In your song that you are writing you have several options. If you are just starting out in music theory I would suggest the first option.

1) I would suggest you alter your chord progression just a little so that you are always playing in the Key of A major. On this sight you can find chords and fingerings in this keyunder the tab (chord progressions). Just to give you a head start, if you play any of the following chords (A, Bm, Cm, D, E, Fm, Gdim) you can always use the A major Pentatonic scale. To give your music alitte more flare you may try the A major scale over the A chord.

2) If you need the sound and the feeling of the music as you have written it, A,G, and F, then you will need to change scales for every Chord you play. A major or A pentatonic scale for the A chord, G major or G pentatonic for the G chord, and the F major or F pentatonic scale over the F scale.
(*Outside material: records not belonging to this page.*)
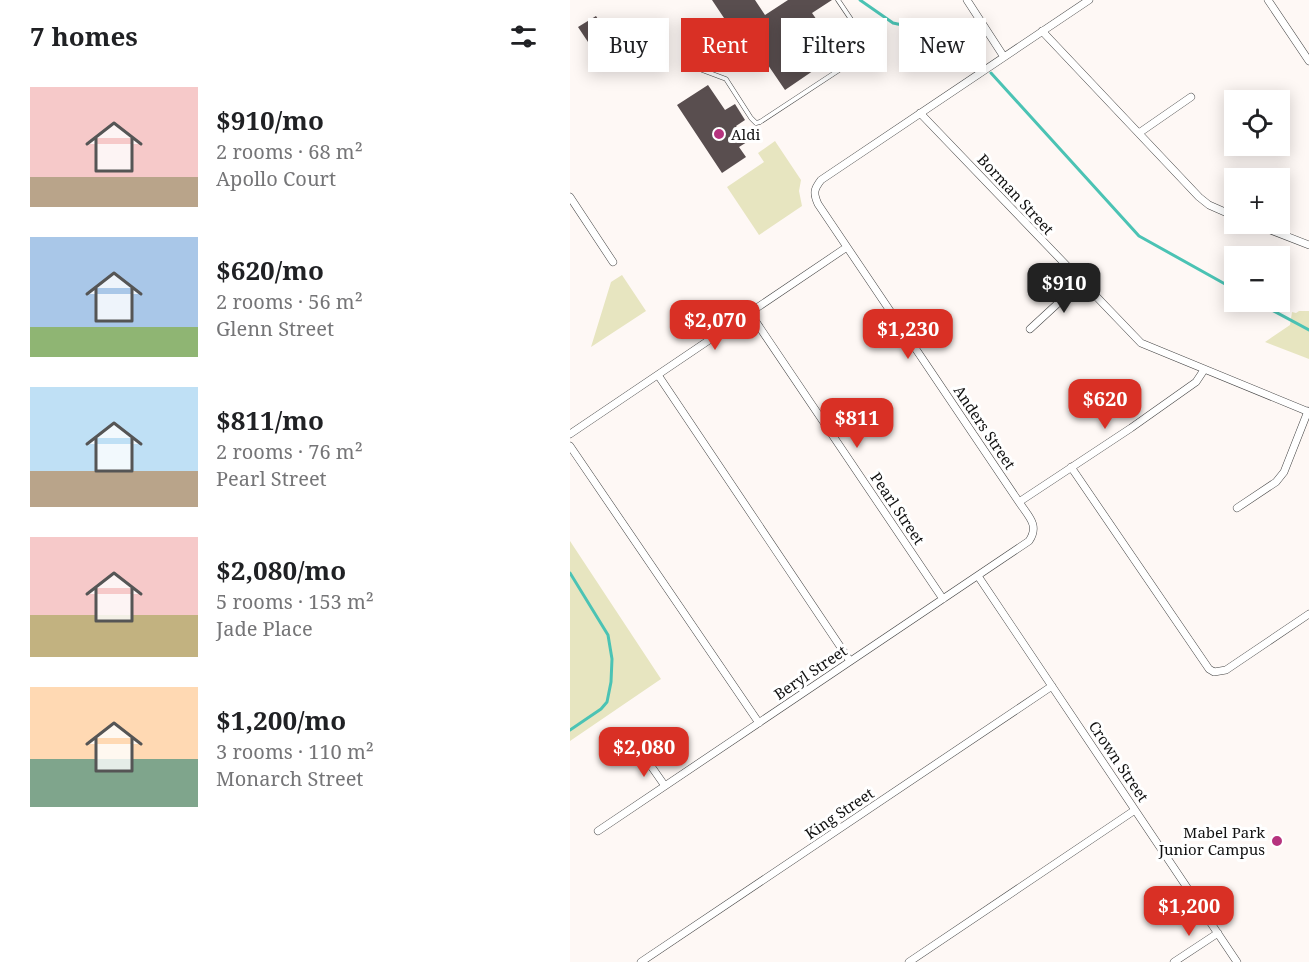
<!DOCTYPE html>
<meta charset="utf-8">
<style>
:root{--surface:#fff;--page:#f6f6f6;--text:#202124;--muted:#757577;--accent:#d93025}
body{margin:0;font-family:"Noto Serif",serif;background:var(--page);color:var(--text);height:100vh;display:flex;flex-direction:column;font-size:22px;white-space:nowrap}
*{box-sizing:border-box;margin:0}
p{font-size:20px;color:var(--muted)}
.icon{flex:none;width:33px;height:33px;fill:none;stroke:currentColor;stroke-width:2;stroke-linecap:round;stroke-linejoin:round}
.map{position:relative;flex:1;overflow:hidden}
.details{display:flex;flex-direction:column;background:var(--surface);width:570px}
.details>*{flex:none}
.banner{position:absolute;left:18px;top:18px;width:570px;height:54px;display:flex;gap:12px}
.fabs{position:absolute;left:654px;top:90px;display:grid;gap:12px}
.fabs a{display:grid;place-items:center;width:66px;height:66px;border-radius:0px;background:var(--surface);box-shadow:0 3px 15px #0003;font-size:30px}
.price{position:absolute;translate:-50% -51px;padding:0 14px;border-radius:12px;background:var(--accent);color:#fff;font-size:20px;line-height:39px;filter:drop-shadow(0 2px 3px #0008)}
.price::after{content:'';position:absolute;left:50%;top:36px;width:18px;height:14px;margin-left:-9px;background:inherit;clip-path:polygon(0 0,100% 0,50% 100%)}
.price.active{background:#222;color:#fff}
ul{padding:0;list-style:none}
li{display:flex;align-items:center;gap:18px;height:150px;padding:0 30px}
li span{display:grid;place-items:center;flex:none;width:168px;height:120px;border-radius:0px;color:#555}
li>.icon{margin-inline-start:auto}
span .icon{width:72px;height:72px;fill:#fffc;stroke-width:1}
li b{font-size:26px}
h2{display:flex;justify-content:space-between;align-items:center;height:72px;padding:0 30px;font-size:26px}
.tag{padding:0 21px;border-radius:0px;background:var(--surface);box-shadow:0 3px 15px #0003;font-size:21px;line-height:54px}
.tag.active{background:var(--accent);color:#fff}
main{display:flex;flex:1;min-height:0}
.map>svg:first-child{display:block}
</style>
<main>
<section class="details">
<h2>7 homes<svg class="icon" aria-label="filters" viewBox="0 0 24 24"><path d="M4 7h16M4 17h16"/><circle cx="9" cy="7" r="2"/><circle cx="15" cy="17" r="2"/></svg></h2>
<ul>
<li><span style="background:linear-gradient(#f6c9c9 75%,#b9a48a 0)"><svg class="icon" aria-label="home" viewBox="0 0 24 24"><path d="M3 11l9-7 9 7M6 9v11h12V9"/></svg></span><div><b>$910/mo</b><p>2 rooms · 68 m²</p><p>Apollo Court</p></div></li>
<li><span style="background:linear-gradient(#a9c7e8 75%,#8fb573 0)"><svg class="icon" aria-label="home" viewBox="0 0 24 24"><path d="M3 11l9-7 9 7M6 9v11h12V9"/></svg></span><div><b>$620/mo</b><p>2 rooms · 56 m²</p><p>Glenn Street</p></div></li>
<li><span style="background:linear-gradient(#bfe0f5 70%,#b9a48a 0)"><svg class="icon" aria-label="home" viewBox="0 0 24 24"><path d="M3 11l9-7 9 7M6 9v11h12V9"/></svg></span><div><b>$811/mo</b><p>2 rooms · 76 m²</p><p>Pearl Street</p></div></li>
<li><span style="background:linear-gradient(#f6c9c9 65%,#c2b280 0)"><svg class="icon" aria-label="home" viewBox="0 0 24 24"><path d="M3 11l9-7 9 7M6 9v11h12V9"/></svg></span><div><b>$2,080/mo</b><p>5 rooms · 153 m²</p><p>Jade Place</p></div></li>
<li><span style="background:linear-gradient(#ffd9b3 60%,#7fa58c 0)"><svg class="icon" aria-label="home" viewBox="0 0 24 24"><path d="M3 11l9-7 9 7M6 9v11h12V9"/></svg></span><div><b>$1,200/mo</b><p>3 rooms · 110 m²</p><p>Monarch Street</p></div></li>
</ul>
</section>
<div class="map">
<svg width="739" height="962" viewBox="0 0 739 962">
<rect width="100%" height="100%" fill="#fef8f5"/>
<!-- green -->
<path fill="#e7e5c0" d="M205,141L231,180L229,191L232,206L189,235L157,187L194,162L188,153Z
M52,275L76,311L21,347L41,282Z
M729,311H739V359L695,342L720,325L722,312L726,313Z
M0,541L91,679L0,741Z"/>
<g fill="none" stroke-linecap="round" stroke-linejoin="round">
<!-- stream -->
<path stroke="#4bc3b4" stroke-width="3" d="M290,0L323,23L374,34L383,39L409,61
M421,73L569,236L664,289
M687,302L739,330
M0,573L38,635L42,659L41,682L37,702L31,709L0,730"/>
</g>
<!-- building -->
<path fill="#594e4f" d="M142,0H185L195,15L218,0H262L242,13L256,33L261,30L275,49L215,90L179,37L170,42Z
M26,16L43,43L26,54L8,27Z
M138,85L155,110L165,104L175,120L166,126L177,142L169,147L176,157L152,173L107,105Z"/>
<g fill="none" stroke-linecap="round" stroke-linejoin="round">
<defs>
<path id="lane" d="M132,70L156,79L181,118L186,123L190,122L301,49L268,0"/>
<path id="street" d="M397,0L434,57
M698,0L739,61
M472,31L629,197L639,205L664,216
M350,113L571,343L739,412
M569,133L621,97
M0,197L43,262
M685,224L739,245
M180,313L373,599
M460,329L511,282
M88,375L280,661
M0,434L277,247
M0,446L189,723
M501,467L639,669L644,672L656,670L739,614
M449,502L561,428L626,382L634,370
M667,508L706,482L714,472L738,411
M408,576L667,962
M74,756L95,786
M28,831L459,541C470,525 458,516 449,502L248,204C243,193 244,189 251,180L519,0
M71,962L482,686
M339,962L565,810
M604,962L648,933"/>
</defs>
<!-- lane casing -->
<use href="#lane" stroke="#444" stroke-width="5"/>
<!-- street casing -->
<use href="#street" stroke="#444" stroke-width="8"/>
<!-- lane -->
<use href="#lane" stroke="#fff" stroke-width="4"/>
<!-- street -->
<use href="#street" stroke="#fff" stroke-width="7"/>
</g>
<!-- markers -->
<g fill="#b6337e" stroke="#fff" stroke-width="2">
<circle cx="149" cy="134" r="6"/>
<circle cx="707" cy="841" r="6"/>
</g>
<g text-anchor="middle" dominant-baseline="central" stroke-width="6" stroke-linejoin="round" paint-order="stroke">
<!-- poi labels -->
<g font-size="15" fill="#111" stroke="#fff" text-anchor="start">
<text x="161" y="134">Aldi</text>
<text x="695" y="832" text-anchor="end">Mabel Park<tspan x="695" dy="17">Junior Campus</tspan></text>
</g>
<!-- street labels -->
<g font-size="15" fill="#111" stroke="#fff">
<text transform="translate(446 194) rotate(47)">Borman Street</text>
<text transform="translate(415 427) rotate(56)">Anders Street</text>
<text transform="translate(328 508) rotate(56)">Pearl Street</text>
<text transform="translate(240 672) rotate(-34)">Beryl Street</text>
<text transform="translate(549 761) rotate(56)">Crown Street</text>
<text transform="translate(269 813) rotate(-34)">King Street</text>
</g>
</g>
</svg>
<div class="fabs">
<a><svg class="icon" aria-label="locate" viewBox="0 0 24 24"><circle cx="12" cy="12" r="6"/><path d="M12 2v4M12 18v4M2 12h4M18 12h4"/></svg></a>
<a>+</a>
<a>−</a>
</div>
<b class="price active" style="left:494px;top:314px">$910</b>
<b class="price" style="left:145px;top:351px">$2,070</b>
<b class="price" style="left:338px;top:360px">$1,230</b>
<b class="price" style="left:535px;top:430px">$620</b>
<b class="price" style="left:287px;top:449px">$811</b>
<b class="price" style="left:74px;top:778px">$2,080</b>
<b class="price" style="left:619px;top:937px">$1,200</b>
<div class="banner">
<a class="tag">Buy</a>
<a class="tag active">Rent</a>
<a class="tag">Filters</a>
<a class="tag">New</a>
</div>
</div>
</main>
Since its your song, you need to decide which way is better for the mood and the sound for your music. For the sake of the listener you will need to choose one of the options so the scales (notes) fit with your scales.

I hope this helps.

PS: I made an error in my last statement. The G is not in the Key of A. Sorry for the confussion.
unclewarwar  
22 Jan 2006 05:51 | Quote
Posts: 5
This might be too basic, but if you are playing a major I-IV-V chord progression you can use the minor sixth scale... for instance G-C-D play the E minor pentatonic scale. My acoustic band mate and I use this formula 80% of the time. He lays down the I-IV-V rythm and I will "noodle" around in the VI minor pentatonic scale and it always sounds good.
gtrguru  
5 Mar 2006 18:15 | Quote
Posts: 15
epsol,

Your post is several weeks old now regarding your A G F progression, but for what it's worth I'll comment anyway. Try using the A minor pentatonic over the whole thing. It should sound great! You might think that the A minor pentatonic would clash with the A chord (and I'll admit it does), but in context with the rest of the progression, it should sound great, if not 'bluesy'!